From this simple cleaning scenario, it can be seen that there is little difference between real-time and traditional batch processing in terms of writing, including output results. The main difference of flow jobs is that they run for a long period of time, unlike traditional batch processing, which ends after processing data.
（3） Example 1-2 Category Information Association
Next, let’s see how to do dimension table Association.
According to the order data of the access layer just now, because the original data contains the leaf category information, it is necessary to associate the dimension table of the category in business. The dimension table records the association relationship, ID and name from the leaf category to the first level category. The goal of the cleaning process is to associate the dimension table with the leaf category ID in the original table and supplement the ID and name of the first level category. Here, select the fields corresponding to the dimension table after association through the writing method of inner join dimension table.
The only difference between the writing method of dimension table and batch processing is the special syntax for system_ TIME AS OF。
As shown above, the platform can upload its own data for debugging. For example, a CSV test data is used here to map 100 leaf categories to 10 primary categories.

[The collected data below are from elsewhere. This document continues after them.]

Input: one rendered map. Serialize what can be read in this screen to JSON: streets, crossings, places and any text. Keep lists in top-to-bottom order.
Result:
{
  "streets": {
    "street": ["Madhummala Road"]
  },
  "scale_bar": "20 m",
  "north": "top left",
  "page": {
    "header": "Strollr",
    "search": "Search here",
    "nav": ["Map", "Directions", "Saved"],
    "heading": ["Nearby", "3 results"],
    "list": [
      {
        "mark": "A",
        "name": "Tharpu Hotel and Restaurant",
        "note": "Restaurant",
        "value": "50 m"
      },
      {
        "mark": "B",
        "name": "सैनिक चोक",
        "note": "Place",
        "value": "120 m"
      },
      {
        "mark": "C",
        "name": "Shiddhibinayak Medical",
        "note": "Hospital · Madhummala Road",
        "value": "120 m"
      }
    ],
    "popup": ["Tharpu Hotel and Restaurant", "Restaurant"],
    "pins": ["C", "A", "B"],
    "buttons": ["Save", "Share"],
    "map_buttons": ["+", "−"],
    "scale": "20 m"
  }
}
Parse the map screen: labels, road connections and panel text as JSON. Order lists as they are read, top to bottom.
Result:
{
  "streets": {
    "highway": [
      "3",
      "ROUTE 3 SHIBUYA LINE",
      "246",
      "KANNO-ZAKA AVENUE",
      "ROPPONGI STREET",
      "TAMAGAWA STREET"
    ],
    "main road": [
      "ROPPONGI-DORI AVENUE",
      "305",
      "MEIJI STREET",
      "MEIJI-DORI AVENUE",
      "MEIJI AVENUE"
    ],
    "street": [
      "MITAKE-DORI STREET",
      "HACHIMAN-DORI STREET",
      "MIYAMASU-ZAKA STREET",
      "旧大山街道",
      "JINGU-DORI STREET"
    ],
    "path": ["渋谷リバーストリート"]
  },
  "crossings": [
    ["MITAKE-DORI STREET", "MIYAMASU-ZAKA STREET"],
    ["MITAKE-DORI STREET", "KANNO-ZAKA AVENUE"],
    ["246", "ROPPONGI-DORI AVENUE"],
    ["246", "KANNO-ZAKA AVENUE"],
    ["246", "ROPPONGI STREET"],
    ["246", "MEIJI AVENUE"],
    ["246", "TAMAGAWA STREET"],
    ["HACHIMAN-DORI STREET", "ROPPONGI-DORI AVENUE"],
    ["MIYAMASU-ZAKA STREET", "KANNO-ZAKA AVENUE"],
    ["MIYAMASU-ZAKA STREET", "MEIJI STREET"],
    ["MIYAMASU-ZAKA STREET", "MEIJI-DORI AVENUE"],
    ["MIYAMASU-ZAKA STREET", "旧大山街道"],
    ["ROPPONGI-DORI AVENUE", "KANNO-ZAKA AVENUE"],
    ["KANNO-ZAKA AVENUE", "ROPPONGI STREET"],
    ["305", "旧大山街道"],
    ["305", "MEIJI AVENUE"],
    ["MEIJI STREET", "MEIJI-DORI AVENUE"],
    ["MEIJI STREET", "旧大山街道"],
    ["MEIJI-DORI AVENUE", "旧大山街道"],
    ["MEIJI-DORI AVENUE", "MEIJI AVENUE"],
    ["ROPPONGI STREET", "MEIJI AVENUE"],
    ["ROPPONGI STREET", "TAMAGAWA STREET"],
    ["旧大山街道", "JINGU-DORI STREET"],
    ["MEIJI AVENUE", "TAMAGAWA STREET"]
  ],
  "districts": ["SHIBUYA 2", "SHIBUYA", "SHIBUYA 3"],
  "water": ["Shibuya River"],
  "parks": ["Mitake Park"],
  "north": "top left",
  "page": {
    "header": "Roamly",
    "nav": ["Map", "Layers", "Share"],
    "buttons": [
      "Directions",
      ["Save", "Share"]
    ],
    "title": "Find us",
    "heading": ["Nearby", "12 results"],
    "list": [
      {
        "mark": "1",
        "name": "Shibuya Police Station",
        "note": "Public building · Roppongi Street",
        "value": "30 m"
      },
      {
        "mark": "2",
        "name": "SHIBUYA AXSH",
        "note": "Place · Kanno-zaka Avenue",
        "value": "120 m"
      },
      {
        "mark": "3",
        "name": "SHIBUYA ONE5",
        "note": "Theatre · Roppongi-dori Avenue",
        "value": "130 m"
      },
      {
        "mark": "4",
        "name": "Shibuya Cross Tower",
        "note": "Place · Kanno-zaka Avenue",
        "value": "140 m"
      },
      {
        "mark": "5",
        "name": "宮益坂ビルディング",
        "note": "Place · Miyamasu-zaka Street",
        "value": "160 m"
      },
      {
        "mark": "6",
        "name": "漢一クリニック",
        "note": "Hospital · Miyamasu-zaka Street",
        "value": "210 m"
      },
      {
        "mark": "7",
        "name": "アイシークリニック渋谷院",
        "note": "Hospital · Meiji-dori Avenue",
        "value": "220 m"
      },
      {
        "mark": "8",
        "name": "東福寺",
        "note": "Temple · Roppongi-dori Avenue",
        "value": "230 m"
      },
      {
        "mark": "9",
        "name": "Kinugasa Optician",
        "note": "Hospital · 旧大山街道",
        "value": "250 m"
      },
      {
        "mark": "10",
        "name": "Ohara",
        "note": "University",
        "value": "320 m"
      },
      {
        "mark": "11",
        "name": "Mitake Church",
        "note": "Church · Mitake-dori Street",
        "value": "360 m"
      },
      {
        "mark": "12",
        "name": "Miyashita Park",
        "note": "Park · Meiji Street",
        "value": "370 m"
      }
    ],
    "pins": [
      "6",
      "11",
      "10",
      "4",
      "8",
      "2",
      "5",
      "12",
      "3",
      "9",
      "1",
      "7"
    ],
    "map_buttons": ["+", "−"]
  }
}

The single digit of the corresponding leaf category ID is the ID of its primary category, which will be associated with the corresponding primary category information and return its name. The advantage of local debugging is that it is fast and the results can be seen immediately. In the local debugging mode, the terminal will automatically pause after receiving 1000 pieces of data to prevent the result from affecting the use.
（4） Example 2-1 minute transaction statistics
Next, let’s take a look at window based statistics.
The first scenario is minute level transaction statistics, which is a commonly used calculation logic in the summary layer.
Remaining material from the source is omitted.